Pictures do not belong in the copy; transcribe everything else in the records exactly.

= = = = = = =

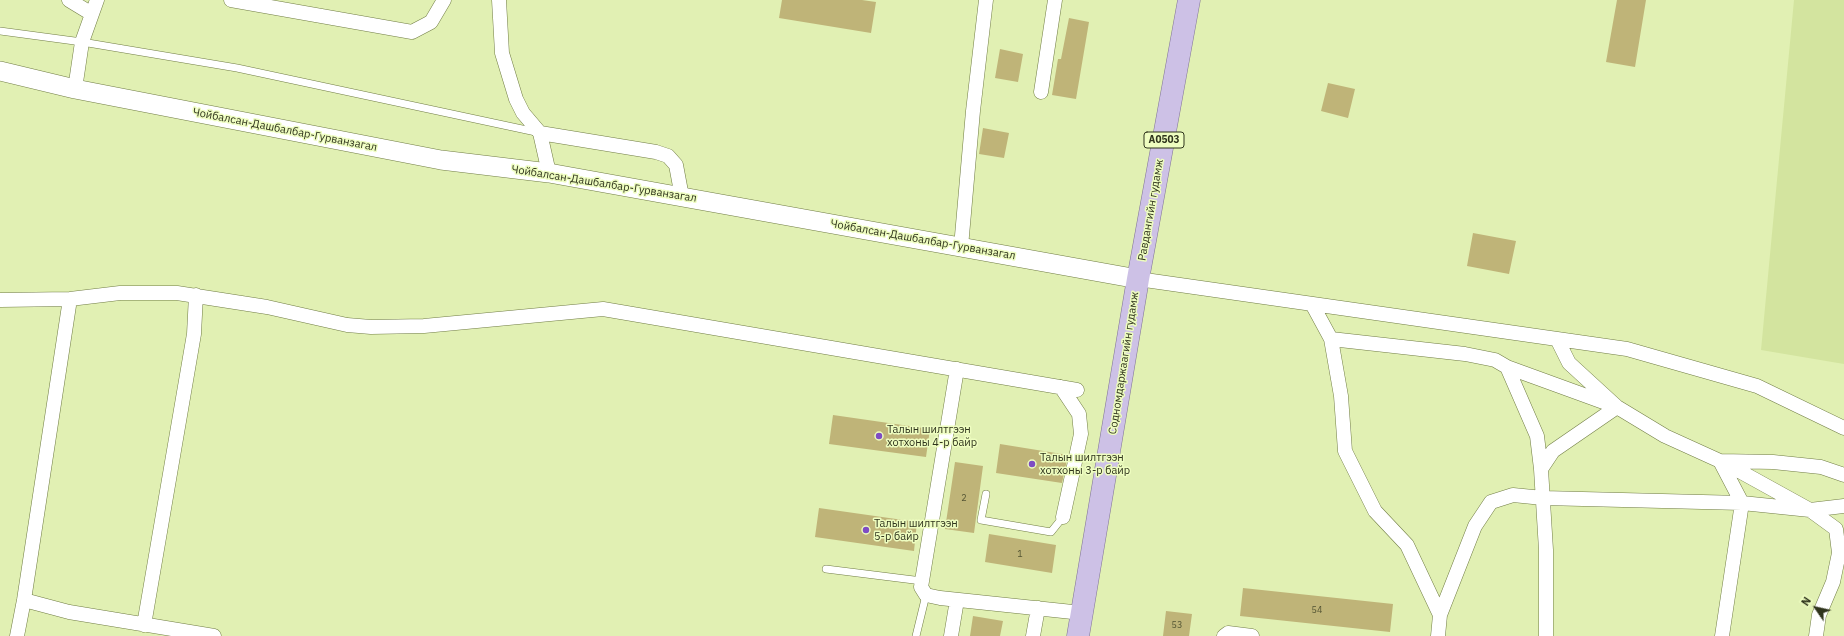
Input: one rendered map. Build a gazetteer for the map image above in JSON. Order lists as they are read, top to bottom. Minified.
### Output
{"streets":{"main road":["A0503","Равдангийн гудамж","Содномдаржаагийн гудамж"],"street":["Чойбалсан-Дашбалбар-Гурванзагал"]},"crossings":[["Чойбалсан-Дашбалбар-Гурванзагал","Равдангийн гудамж"],["Чойбалсан-Дашбалбар-Гурванзагал","Содномдаржаагийн гудамж"],["Равдангийн гудамж","Содномдаржаагийн гудамж"]],"places":["Талын шилтгээн хотхоны 4-р байр","Талын шилтгээн хотхоны 3-р байр","Талын шилтгээн 5-р байр"],"house_numbers":["2","1","54","53"],"north":"top left"}
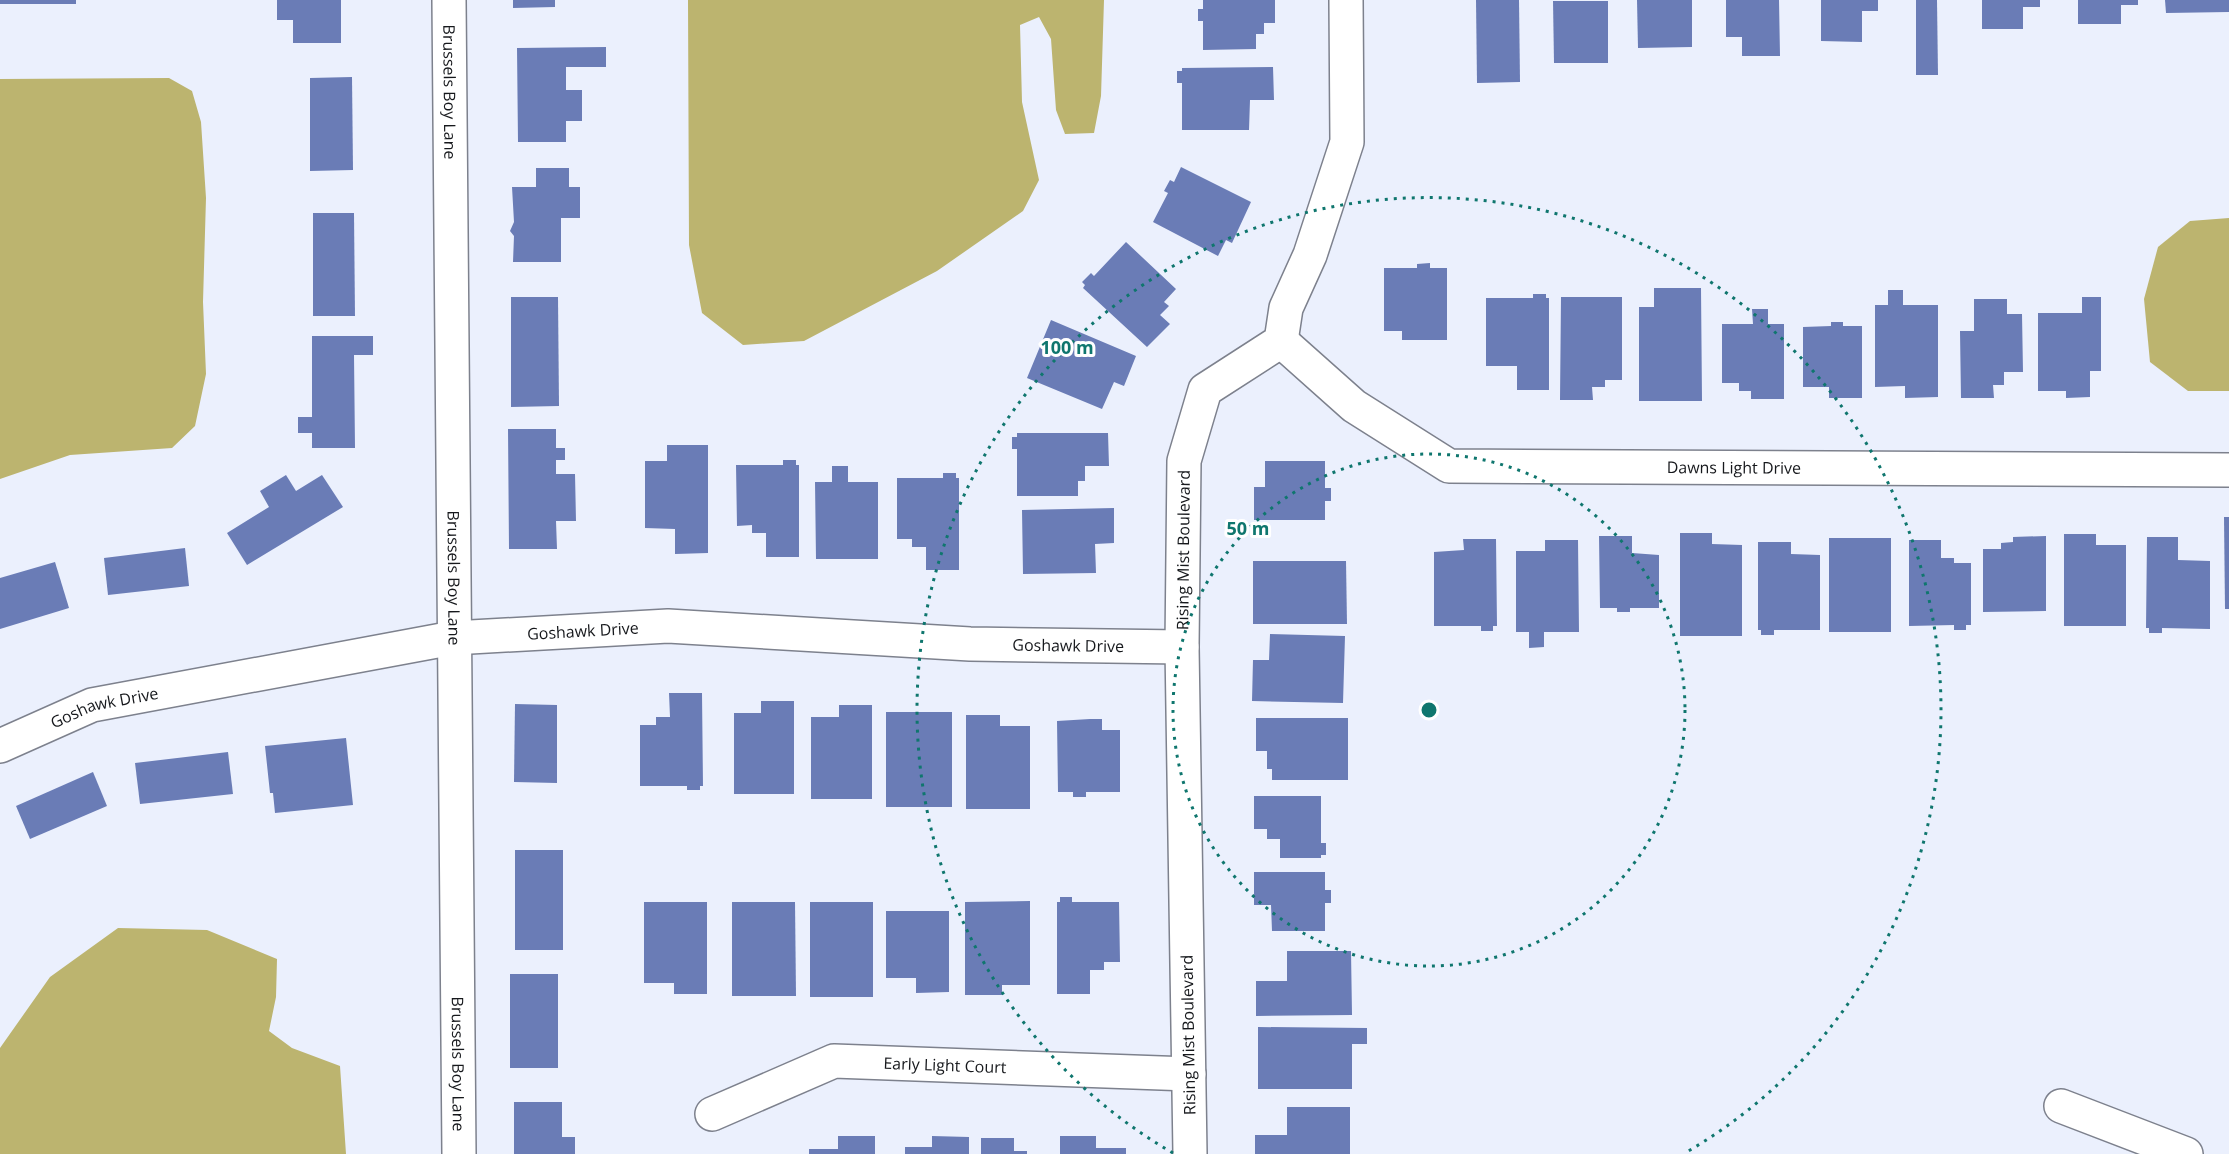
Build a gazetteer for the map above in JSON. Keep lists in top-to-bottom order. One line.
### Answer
{"streets":{"street":["Brussels Boy Lane","Dawns Light Drive","Rising Mist Boulevard","Goshawk Drive","Early Light Court"]},"crossings":[["Brussels Boy Lane","Goshawk Drive"],["Dawns Light Drive","Rising Mist Boulevard"],["Rising Mist Boulevard","Goshawk Drive"],["Rising Mist Boulevard","Early Light Court"]],"rings":["100 m","50 m"]}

= = = = = = =

__Written response__
Input: one rendered map. Build a gazetteer for the map image above in JSON. Order lists as they are read, top to bottom. Minified.
### Output
{"streets":{"main road":["A0503","Равдангийн гудамж","Содномдаржаагийн гудамж"],"street":["Чойбалсан-Дашбалбар-Гурванзагал"]},"crossings":[["Чойбалсан-Дашбалбар-Гурванзагал","Равдангийн гудамж"],["Чойбалсан-Дашбалбар-Гурванзагал","Содномдаржаагийн гудамж"],["Равдангийн гудамж","Содномдаржаагийн гудамж"]],"places":["Талын шилтгээн хотхоны 4-р байр","Талын шилтгээн хотхоны 3-р байр","Талын шилтгээн 5-р байр"],"house_numbers":["2","1","54","53"],"north":"top left"}
Build a gazetteer for the map above in JSON. Keep lists in top-to-bottom order. One line.
### Answer
{"streets":{"street":["Brussels Boy Lane","Dawns Light Drive","Rising Mist Boulevard","Goshawk Drive","Early Light Court"]},"crossings":[["Brussels Boy Lane","Goshawk Drive"],["Dawns Light Drive","Rising Mist Boulevard"],["Rising Mist Boulevard","Goshawk Drive"],["Rising Mist Boulevard","Early Light Court"]],"rings":["100 m","50 m"]}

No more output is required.